Правда, относительно непальской жены существуют определенные разночтения в источниках, и ученые сомневаются, не является ли ее образ более поздней легендой? Дж. Туччи посвятил отдельную работу женам Сонгцэн Гампо, в которой показал доктринальную зависимость образа Авалокитешвары-Квасарпаны, отождествленного с царем, с двумя его божественными подругами: Щьямой, или Белой Тарой — китайской царевной и Бхрикути, или Зеленой, а не Голубой, Тарой — непальской царевной [Tucci 1974: 603–611].

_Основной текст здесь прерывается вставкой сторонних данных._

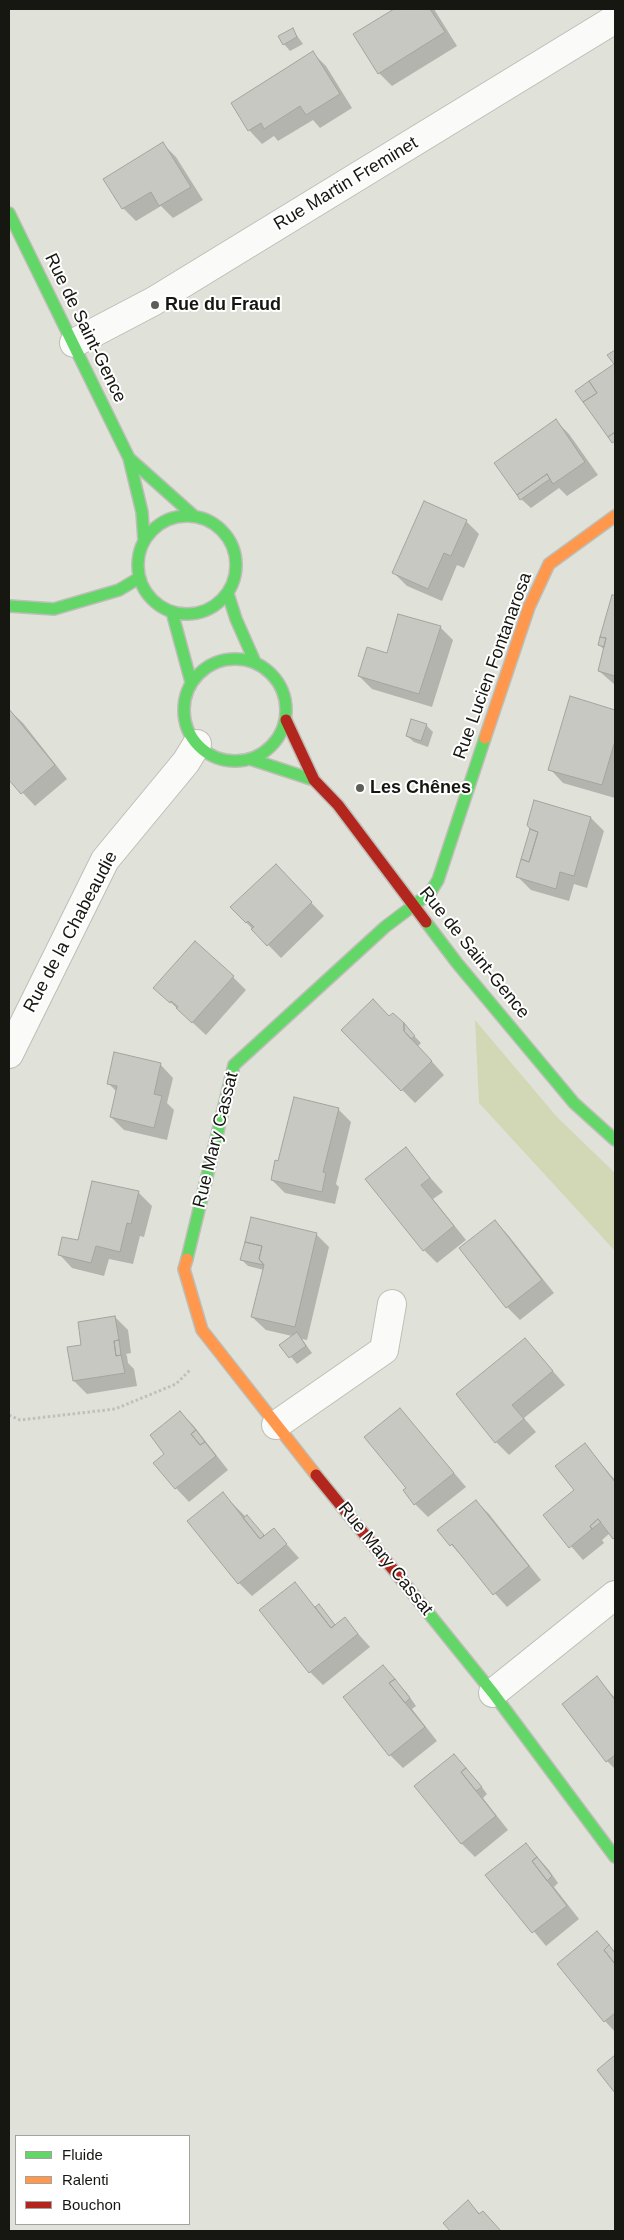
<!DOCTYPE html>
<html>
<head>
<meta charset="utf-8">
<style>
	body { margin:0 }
	#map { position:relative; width:624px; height:2240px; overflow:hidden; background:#e0e2d9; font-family:Helvetica,sans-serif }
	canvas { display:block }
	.frame { position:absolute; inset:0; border:10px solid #161711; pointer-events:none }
	.legend { position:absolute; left:15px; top:2135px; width:175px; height:90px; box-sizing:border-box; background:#fff; border:1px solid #a2a2a0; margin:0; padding:6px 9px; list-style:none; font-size:15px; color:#161711 }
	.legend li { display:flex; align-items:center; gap:10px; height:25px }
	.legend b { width:25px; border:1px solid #a2a2a0 }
</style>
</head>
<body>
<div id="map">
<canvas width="624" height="2240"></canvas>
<div class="frame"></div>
<ul class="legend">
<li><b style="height:6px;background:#63d668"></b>Fluide</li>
<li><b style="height:6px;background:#ff974d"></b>Ralenti</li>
<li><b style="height:6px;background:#b3261e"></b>Bouchon</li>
</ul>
</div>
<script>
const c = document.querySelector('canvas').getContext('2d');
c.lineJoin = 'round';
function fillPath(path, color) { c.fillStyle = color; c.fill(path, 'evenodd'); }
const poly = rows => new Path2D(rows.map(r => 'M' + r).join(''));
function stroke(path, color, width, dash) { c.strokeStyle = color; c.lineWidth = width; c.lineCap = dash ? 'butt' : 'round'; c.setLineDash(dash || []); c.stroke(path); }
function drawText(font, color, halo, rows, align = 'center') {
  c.font = font + ' Helvetica,sans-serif'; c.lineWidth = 4; c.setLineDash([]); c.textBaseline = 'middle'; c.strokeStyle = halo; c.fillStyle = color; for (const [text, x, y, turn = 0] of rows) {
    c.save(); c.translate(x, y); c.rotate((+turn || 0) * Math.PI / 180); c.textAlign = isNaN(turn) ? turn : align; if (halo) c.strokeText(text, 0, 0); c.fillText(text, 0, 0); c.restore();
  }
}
const green = poly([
	[475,1020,557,1117,615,1173,615,1251,479,1103]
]);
const shadow = poly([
	[396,9,434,9,457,46,392,86,379,73,355,34],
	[293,30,303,44,290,51,284,44],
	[312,52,326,66,352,108,320,128,313,120,278,141,274,136,262,144,249,130,233,103],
	[163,144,176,157,203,200,173,218,161,206,136,221,123,208,105,179],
	[615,365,615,444,577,391],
	[556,421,569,434,598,475,567,496,559,488,531,508,521,499],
	[466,521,479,534,464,568,457,565,442,601,407,586,394,573],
	[613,596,615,597,615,685,599,671,604,650,599,644],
	[440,627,453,640,432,707,372,689,359,676],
	[571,698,615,711,615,798,563,783,550,769],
	[9,710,23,723,67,779,35,806,9,778],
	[426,725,433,732,428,747,414,742,407,736],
	[591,818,604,831,587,888,574,884,569,901,531,890,518,877],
	[289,879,324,916,281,958,232,908],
	[233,977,246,990,206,1035,155,988],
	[393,1014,421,1043,418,1046,444,1075,415,1103,343,1030,390,1018],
	[160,1064,173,1078,167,1103,174,1110,167,1140,124,1130,111,1117,117,1092,108,1083],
	[338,1109,351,1122,336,1184,339,1187,335,1204,285,1193,272,1180,279,1163],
	[405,1149,443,1192,433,1199,466,1240,437,1263,424,1250,367,1180],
	[139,1193,152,1206,144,1237,140,1236,133,1264,109,1259,104,1276,72,1268,59,1254,78,1242],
	[495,1221,508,1235,554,1293,520,1320,507,1307],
	[316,1234,329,1247,307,1340,302,1339,312,1353,297,1364,281,1345,292,1336,266,1330,252,1317,264,1270,248,1266,241,1259],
	[115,1317,128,1330,131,1353,126,1354,127,1356,128,1363,134,1369,137,1386,87,1394,74,1381,83,1346],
	[525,1339,565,1385,524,1418,536,1432,509,1455,496,1442],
	[400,1409,466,1487,428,1517,415,1504,407,1488],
	[180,1412,193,1425,228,1470,189,1502,176,1488,166,1454],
	[584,1444,615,1480,615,1539,610,1533,602,1540,604,1543,583,1560,544,1515,576,1490],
	[223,1494,265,1536,274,1530,299,1558,252,1596,239,1583],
	[476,1501,489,1514,541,1580,507,1607,439,1531],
	[294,1584,316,1608,325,1612,336,1626,345,1619,370,1647,323,1685,310,1672,261,1610],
	[383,1667,407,1693,416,1706,412,1709,437,1741,403,1768,390,1755],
	[597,1678,615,1698,615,1769,607,1761],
	[454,1756,478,1782,487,1794,483,1798,508,1830,475,1857,462,1844,416,1786],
	[526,1844,549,1870,558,1883,554,1887,579,1919,546,1946,487,1875],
	[597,1933,615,1952,615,2032,605,2021],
	[468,2202,480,2214,500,2231,452,2231,444,2223]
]);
const building = poly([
	[394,9,430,9,445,32,378,74,353,34,394,9],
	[293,28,297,37,283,45,278,36,293,28],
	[313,51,340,94,306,115,300,106,264,129,261,123,248,131,231,103,313,51],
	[163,142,191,187,159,206,151,192,122,209,103,179,163,142],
	[615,350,615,432,608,437,583,402,597,393,589,381,614,364,607,355,615,350],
	[589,381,597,393,583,402,575,391,589,381],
	[556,419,585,462,553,484,547,474,517,495,494,463,556,419],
	[615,432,615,441,612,443,608,437,615,432],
	[547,474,550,479,520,500,517,495,547,474],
	[424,501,467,520,451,556,444,553,428,589,392,573,424,501],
	[612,595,615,595,615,676,598,671,606,638,600,637,612,595],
	[398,614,441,626,419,694,358,676,367,647,387,653,398,614],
	[600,637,606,638,604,647,598,645,600,637],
	[570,696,615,710,615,741,602,785,548,770,570,696],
	[9,709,55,765,21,794,9,780,9,709],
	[411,719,427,724,421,741,406,736,411,719],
	[534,800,591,817,574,876,560,872,556,889,516,877,521,859,529,862,538,832,530,829,527,825,534,800],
	[530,829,538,832,529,862,521,859,530,829],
	[276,864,312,902,267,946,251,929,254,927,248,921,246,923,230,907,276,864],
	[195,941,234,976,192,1023,176,1008,178,1007,171,1001,170,1003,153,988,195,941],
	[373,999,389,1016,393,1013,404,1023,404,1031,432,1061,401,1091,341,1030,373,999],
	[404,1023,415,1036,411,1039,404,1031,404,1023],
	[114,1052,161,1063,154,1094,162,1096,154,1128,110,1117,117,1086,107,1084,114,1052],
	[294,1097,339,1108,323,1172,326,1173,322,1192,271,1180,275,1160,278,1161,294,1097],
	[406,1147,430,1178,421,1185,454,1226,423,1251,365,1179,406,1147],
	[92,1181,139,1191,131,1224,127,1223,120,1252,96,1246,91,1263,58,1255,62,1237,78,1240,92,1181],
	[251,1217,317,1233,295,1327,251,1317,264,1265,259,1259,262,1246,245,1242,251,1217],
	[495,1220,542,1280,506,1308,459,1248,495,1220],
	[245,1242,262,1246,259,1259,264,1265,240,1260,245,1242],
	[115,1316,119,1340,114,1341,116,1356,121,1355,125,1373,73,1381,67,1347,81,1345,78,1322,115,1316],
	[297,1332,306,1346,289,1358,279,1345,297,1332],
	[525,1338,553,1371,512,1405,524,1419,495,1443,456,1394,525,1338],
	[119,1340,121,1355,116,1356,114,1341,119,1340],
	[400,1408,454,1473,414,1505,403,1490,406,1488,364,1437,400,1408],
	[180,1411,196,1430,191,1434,200,1445,205,1442,216,1456,175,1489,153,1463,164,1454,150,1435,180,1411],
	[196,1430,205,1442,200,1445,191,1434,196,1430],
	[585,1443,615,1482,615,1537,613,1539,598,1519,590,1526,592,1529,569,1548,543,1515,574,1490,555,1466,585,1443],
	[223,1492,260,1539,274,1528,287,1544,238,1584,187,1521,223,1492],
	[476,1500,529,1566,493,1595,452,1544,450,1546,437,1530,476,1500],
	[247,1515,264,1535,260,1539,243,1518,247,1515],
	[598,1519,601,1522,592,1529,590,1526,598,1519],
	[295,1582,331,1628,345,1617,358,1634,309,1673,259,1610,295,1582],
	[319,1604,335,1625,331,1628,315,1607,319,1604],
	[383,1665,395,1679,389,1683,425,1727,389,1756,343,1697,383,1665],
	[597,1676,615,1700,615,1755,606,1762,562,1704,597,1676],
	[395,1679,410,1698,405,1703,389,1683,395,1679],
	[454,1754,466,1768,461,1772,496,1816,461,1844,414,1786,454,1754],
	[466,1768,482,1787,476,1791,461,1772,466,1768],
	[526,1843,537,1857,532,1861,567,1906,532,1933,485,1875,526,1843],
	[537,1857,552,1876,547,1881,532,1861,537,1857],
	[597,1931,609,1945,604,1950,615,1964,615,2013,604,2022,557,1964,597,1931],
	[609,1945,615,1953,615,1964,604,1950,609,1945],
	[615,2055,615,2093,597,2070,615,2055],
	[468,2200,479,2214,483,2211,501,2231,450,2231,443,2223,468,2200]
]);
const path = poly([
	[9,1415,20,1420,115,1409,176,1384,191,1369]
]);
const street = poly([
	[74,343,154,301,615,19],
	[9,1054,105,860,186,762,197,744],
	[276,1425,384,1350,392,1304],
	[493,1693,615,1595]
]);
const fast = poly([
	[9,213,129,458,142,512,144,540],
	[129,458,194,516],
	'138 565a49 49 0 1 1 98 0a49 49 0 1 1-98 0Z',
	[228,594,236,619,255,662],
	[9,606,54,609,119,590,139,578],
	[172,612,191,682],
	'184 710a51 51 0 1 1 102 0a51 51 0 1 1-102 0Z',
	[250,759,314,780],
	[426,922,457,963,574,1103,615,1140],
	[187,1259,234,1065,385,927,430,893,438,880,485,738],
	[418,1600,493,1693,615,1857]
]);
const slow = poly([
	[485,738,529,607,549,564,615,516],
	[187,1259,184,1269,202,1330,316,1475]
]);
const jam = poly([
	[286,720,314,780,338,805,426,922],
	[316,1475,418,1600]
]);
const markers = [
	[155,305,5,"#5d5e57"],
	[360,788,5,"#5d5e57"]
];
const streetNames = [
	["Rue Martin Freminet",346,184,-31],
	["Rue de Saint-Gence",85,328,64],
	["Rue Lucien Fontanarosa",493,666,-70],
	["Rue de la Chabeaudie",71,932,-62],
	["Rue de Saint-Gence",474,953,51],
	["Rue Mary Cassat",216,1140,-76],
	["Rue Mary Cassat",385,1559,51]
];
const poiNames = [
	["Rue du Fraud",165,305],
	["Les Chênes",370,788]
];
fillPath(green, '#d2d8b5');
fillPath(shadow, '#0003');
fillPath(building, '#c7c8c1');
stroke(building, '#a4a49e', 1);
stroke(street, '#bdbeb7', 30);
stroke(fast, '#bdbeb7', 14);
stroke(slow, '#bdbeb7', 14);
stroke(jam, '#bdbeb7', 14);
stroke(path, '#bfc0bd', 3, [2.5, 2.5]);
stroke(street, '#fafbf9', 28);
stroke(fast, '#63d668', 11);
stroke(slow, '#ff974d', 11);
stroke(jam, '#b3261e', 11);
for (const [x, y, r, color] of markers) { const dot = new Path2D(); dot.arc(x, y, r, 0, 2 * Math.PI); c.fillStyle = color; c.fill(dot); stroke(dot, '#fff', 2); }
drawText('18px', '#161711', '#fff', streetNames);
drawText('bold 18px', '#161711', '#fff', poiNames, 'left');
</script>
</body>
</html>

В принципе в тибетских источниках разночтения можно встретить практически по любому вопросу царского периода истории страны. В качестве примера приведу отрывки из исторического сочинения Шадпы Джамжьянга (1648–1722). Там повествуется, что Сонгцэн Гампо «в год огня-собаки (626 г.), когда он достиг десяти лет возраста, занял царский трон, привел во дворец непальскую принцессу Бхрикути, доставил туда статую Будды Микьё Дорчжэ (Акшобхьи. — В. А.) и молитвенное колесо Майтреи, а также приказал доставить самовозникшую сандаловую статую богини Тары. Когда царь Сонгцэн Гампо достиг двадцати лет, китайская принцесса Гонжо (rgya bza' gongjo) привезла сутры — “Каруна-пундарика-сутру”, “Ратна-мегха-сутру”, “Четыре высших дхарани из драгоценного собрания Тантр” (dus ро rin ро che'i tog gzungs bzhi) и чудотворную статую Будды Джово (т. е. Господина, Учителя. — В. А.). В то время, когда воздвигли храм Рамочэ, Тхонми Самбхота в Тибете изобрел письменность. Сей царь охранял царскую власть шестьдесят лет, установил хороший закон высшего учения, в восемьдесят два года, в год земли-собаки-самца (698 г.), одновременно с двумя царицами погрузился в сердце самовозникшего Авалокитешвары — скончался» (цит. по [Пагсам-Джонсан 1991: 216–217], см. также [Будон 1999: 248–250]).
Важнейшие события для истории тибетского буддизма происходили при царе Трисонг Децэне (740–798). Приглашенный им индийский Учитель Шантаракшита не только внес тактические новшества в религиозную политику, но и кардинально изменил стратегию. Он перенес центр тяжести с идеологического направления на социально-экономическое. Если Падмасамбхава занимался прежде всего проповеднической деятельностью, обращая тибетцев в тантризм, то Шантаракшита приступил к строительству монастыря — важнейшей экономической и духовно-политической ячейки буддизма.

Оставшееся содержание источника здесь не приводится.